Nervios, muchos
nervios detrás del escenario antes de empezar la función. No son artistas
profesionales pero como si lo fueran. Dedican gran parte de su tiempo a ensayar
durante meses, preparan sus papeles concienzudamente esperando el día del estreno. Vestidos con los atuendos apropiados para los
personajes que interpretan, con un salón de actos abarrotado de público y con
aplausos entusiastas, empezaron la función.
El grupo de
teatro La Repanocha representó ayer en el centro cívico Zona Este de Valladolid
una obra titulada Las mil y una noches,
una historia de amor y desamor, un cuento mágico y fantasioso con
toques de
humor y picardía.
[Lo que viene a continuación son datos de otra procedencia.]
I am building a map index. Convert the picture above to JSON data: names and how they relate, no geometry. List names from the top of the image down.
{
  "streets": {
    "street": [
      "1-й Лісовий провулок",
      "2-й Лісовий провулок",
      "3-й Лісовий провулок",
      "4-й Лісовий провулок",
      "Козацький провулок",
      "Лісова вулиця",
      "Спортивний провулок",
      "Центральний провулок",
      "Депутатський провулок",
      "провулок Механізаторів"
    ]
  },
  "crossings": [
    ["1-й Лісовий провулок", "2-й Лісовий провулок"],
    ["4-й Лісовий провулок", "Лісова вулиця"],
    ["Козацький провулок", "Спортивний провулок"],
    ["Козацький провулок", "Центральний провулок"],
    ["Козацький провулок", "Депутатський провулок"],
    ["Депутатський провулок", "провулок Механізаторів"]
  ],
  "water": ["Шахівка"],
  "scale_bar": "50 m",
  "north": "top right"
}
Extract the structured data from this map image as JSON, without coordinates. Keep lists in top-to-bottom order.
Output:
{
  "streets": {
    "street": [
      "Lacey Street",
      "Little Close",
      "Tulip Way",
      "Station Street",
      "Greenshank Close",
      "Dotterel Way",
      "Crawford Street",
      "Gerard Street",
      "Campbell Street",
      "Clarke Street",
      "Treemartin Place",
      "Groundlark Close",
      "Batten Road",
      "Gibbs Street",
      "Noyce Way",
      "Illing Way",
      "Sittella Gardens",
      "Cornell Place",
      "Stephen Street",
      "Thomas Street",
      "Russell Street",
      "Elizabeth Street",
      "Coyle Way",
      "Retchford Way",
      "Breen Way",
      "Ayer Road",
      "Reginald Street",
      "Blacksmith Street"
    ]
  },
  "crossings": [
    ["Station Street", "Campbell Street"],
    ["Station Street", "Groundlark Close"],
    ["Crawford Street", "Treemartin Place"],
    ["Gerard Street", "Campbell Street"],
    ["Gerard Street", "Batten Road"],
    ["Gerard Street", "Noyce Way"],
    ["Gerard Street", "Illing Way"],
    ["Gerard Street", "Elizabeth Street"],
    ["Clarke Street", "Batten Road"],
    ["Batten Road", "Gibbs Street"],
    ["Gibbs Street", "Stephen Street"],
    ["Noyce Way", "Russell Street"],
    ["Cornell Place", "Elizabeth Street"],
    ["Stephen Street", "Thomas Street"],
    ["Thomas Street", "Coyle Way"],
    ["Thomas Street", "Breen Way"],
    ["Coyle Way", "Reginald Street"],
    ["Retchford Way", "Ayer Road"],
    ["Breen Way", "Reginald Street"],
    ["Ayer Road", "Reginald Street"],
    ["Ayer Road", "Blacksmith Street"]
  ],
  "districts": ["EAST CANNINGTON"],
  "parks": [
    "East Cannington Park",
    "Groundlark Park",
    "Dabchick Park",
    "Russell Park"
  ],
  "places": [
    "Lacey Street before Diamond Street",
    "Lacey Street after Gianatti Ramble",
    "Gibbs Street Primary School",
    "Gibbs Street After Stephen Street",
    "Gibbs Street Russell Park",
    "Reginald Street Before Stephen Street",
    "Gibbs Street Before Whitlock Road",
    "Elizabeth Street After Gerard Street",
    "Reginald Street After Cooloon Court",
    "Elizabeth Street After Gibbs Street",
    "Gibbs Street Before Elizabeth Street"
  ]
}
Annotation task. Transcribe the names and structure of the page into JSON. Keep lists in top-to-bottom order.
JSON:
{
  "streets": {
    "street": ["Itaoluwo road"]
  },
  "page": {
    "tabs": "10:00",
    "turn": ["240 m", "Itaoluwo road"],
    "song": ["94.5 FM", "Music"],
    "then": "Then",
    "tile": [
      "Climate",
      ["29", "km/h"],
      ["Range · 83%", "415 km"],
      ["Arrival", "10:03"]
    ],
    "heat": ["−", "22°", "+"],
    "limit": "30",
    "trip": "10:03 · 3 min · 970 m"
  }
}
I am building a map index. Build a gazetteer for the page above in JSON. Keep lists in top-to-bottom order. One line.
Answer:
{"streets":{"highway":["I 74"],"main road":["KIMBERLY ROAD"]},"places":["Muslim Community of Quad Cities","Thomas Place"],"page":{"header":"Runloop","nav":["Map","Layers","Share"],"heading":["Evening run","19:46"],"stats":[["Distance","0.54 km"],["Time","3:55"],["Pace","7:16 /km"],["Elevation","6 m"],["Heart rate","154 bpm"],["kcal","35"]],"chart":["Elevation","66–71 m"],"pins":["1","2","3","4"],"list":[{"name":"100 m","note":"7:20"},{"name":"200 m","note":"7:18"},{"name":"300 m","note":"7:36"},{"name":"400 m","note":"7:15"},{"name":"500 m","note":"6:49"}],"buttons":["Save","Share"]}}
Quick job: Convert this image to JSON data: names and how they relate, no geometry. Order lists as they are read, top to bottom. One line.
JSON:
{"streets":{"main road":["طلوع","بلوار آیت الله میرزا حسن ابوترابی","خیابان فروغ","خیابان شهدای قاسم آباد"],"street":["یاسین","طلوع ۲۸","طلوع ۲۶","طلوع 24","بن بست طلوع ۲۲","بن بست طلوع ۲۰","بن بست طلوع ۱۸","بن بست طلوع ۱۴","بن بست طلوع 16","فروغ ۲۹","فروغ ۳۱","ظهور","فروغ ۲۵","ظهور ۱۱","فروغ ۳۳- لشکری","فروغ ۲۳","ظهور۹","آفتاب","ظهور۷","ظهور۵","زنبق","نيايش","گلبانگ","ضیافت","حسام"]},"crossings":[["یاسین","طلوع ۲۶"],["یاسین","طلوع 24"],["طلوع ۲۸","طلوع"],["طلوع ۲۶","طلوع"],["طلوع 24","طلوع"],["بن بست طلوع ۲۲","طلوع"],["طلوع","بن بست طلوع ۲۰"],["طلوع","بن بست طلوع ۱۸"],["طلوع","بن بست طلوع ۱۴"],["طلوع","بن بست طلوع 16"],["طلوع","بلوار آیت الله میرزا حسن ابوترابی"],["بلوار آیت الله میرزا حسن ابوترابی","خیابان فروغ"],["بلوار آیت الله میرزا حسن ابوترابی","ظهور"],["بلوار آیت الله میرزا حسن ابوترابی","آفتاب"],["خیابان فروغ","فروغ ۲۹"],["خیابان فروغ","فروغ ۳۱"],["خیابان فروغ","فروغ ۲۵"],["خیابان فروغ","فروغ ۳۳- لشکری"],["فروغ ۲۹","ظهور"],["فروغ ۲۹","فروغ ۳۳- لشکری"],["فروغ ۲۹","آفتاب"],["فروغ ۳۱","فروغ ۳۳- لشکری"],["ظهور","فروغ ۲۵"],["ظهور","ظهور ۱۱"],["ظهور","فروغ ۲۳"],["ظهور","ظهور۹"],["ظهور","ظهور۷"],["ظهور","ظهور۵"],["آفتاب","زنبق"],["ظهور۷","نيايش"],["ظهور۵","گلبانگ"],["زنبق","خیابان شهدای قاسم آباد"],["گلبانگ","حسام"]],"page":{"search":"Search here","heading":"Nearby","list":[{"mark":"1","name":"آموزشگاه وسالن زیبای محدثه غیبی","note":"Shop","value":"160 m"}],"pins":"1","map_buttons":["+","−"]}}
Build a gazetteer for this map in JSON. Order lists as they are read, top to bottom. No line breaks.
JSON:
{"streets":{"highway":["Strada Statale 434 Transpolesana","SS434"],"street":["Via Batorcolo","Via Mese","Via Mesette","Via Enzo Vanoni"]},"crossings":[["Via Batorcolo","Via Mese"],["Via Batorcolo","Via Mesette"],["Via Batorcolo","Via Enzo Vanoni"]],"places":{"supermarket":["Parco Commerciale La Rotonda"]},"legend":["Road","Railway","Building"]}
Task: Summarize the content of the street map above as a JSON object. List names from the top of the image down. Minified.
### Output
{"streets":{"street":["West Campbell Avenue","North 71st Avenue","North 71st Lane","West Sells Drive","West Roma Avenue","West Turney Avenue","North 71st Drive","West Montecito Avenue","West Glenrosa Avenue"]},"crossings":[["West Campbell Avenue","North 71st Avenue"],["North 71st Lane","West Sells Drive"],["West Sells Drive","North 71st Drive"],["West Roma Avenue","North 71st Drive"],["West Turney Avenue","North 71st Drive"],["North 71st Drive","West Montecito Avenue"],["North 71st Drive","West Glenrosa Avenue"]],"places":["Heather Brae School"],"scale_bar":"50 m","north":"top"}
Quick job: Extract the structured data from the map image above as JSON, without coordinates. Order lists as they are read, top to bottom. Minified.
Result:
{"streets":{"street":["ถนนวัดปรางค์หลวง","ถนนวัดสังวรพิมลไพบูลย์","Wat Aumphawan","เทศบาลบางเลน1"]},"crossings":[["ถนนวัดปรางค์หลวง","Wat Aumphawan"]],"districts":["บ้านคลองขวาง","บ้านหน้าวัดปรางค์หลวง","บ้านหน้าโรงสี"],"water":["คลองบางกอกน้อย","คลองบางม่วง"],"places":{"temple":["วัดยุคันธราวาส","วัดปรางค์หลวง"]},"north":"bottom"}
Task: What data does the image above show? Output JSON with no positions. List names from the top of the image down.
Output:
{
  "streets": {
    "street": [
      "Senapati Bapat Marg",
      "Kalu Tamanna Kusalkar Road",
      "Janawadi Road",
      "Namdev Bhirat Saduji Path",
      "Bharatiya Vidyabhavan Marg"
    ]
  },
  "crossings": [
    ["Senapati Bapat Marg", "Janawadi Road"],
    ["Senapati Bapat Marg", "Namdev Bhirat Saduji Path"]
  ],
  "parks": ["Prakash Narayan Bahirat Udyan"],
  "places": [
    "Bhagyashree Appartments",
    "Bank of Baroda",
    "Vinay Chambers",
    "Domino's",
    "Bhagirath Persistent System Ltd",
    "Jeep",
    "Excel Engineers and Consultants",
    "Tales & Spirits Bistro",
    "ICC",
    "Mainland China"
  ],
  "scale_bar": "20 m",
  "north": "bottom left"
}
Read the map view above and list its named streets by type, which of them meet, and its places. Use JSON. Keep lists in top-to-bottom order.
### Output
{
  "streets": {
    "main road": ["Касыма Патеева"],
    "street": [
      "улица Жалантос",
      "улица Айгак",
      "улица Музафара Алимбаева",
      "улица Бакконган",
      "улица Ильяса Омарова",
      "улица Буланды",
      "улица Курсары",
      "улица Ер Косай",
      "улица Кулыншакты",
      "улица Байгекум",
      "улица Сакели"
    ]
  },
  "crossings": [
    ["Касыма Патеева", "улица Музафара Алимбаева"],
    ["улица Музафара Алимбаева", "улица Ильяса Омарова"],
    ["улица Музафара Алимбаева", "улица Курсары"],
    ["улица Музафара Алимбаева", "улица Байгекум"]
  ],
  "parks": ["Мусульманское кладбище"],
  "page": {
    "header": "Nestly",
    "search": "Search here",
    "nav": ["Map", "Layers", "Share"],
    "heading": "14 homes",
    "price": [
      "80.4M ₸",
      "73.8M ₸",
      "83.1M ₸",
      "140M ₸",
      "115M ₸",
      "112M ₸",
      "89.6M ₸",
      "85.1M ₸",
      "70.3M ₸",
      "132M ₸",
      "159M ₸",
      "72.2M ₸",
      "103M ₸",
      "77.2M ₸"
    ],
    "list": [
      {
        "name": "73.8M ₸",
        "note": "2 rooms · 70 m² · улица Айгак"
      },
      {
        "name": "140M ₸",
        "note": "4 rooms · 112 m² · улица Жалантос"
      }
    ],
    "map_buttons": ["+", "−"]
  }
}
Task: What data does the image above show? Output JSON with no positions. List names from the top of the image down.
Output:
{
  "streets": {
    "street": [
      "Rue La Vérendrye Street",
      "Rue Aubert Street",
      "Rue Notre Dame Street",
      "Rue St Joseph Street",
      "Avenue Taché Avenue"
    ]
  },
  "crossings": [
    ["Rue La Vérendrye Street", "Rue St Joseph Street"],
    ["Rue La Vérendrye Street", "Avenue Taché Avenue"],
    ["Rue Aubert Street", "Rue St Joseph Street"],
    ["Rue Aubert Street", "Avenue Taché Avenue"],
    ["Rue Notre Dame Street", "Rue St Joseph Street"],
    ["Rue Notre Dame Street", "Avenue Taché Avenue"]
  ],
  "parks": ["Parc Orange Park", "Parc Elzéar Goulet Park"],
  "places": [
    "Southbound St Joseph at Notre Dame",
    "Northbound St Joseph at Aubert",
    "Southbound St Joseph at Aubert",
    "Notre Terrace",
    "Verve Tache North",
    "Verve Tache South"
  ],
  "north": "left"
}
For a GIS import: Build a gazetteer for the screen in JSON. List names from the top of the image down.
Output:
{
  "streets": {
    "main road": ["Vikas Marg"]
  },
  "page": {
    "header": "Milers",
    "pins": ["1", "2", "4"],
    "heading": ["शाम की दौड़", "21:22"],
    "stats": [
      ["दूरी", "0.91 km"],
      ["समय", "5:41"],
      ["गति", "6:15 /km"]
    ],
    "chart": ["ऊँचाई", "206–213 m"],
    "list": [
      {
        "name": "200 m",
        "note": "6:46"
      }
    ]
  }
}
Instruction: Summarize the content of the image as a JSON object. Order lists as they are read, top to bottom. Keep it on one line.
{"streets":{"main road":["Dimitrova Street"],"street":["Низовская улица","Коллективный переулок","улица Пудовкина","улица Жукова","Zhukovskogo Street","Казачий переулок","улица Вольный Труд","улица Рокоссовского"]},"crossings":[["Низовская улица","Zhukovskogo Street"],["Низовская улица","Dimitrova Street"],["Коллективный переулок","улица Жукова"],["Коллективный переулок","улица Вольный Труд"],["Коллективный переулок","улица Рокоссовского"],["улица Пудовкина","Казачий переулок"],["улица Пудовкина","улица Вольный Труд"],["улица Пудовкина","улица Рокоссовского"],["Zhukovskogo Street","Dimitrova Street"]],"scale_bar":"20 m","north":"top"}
La función sorprendió al público, que desde el primer
minuto mostró su interés y el cariño que le despertaba la
representación. Eran padres, hermanos o amigos de los actores, y su
presencia tranquilizaba a estos. No es el tipo de teatro al que el
público corriente está acostumbrado. Son personas con una discapacidad
intelectual. Ello no les impide hacer lo que más desean, una
representación teatral como esta, que estuvo repleta de encanto e
imaginación.
Algunos poseen
grandes dotes teatrales y así lo reflejan en sus actuaciones. Otros, sin
embargo, son más tímidos y tienen que esforzarse más y reunir la valentía
suficiente para subir al escenario y enfrentarse al público. En ambos casos
consiguen el mismo efecto, asombran totalmente a cada uno de los asistentes.
La
Repanocha culminó su obra de teatro como la empezó, repleta de aplausos
y vítores del público. Ninguno de los presentes olvidará un día como
el de ayer, todos están demasiado implicados como actores o como
admiradores.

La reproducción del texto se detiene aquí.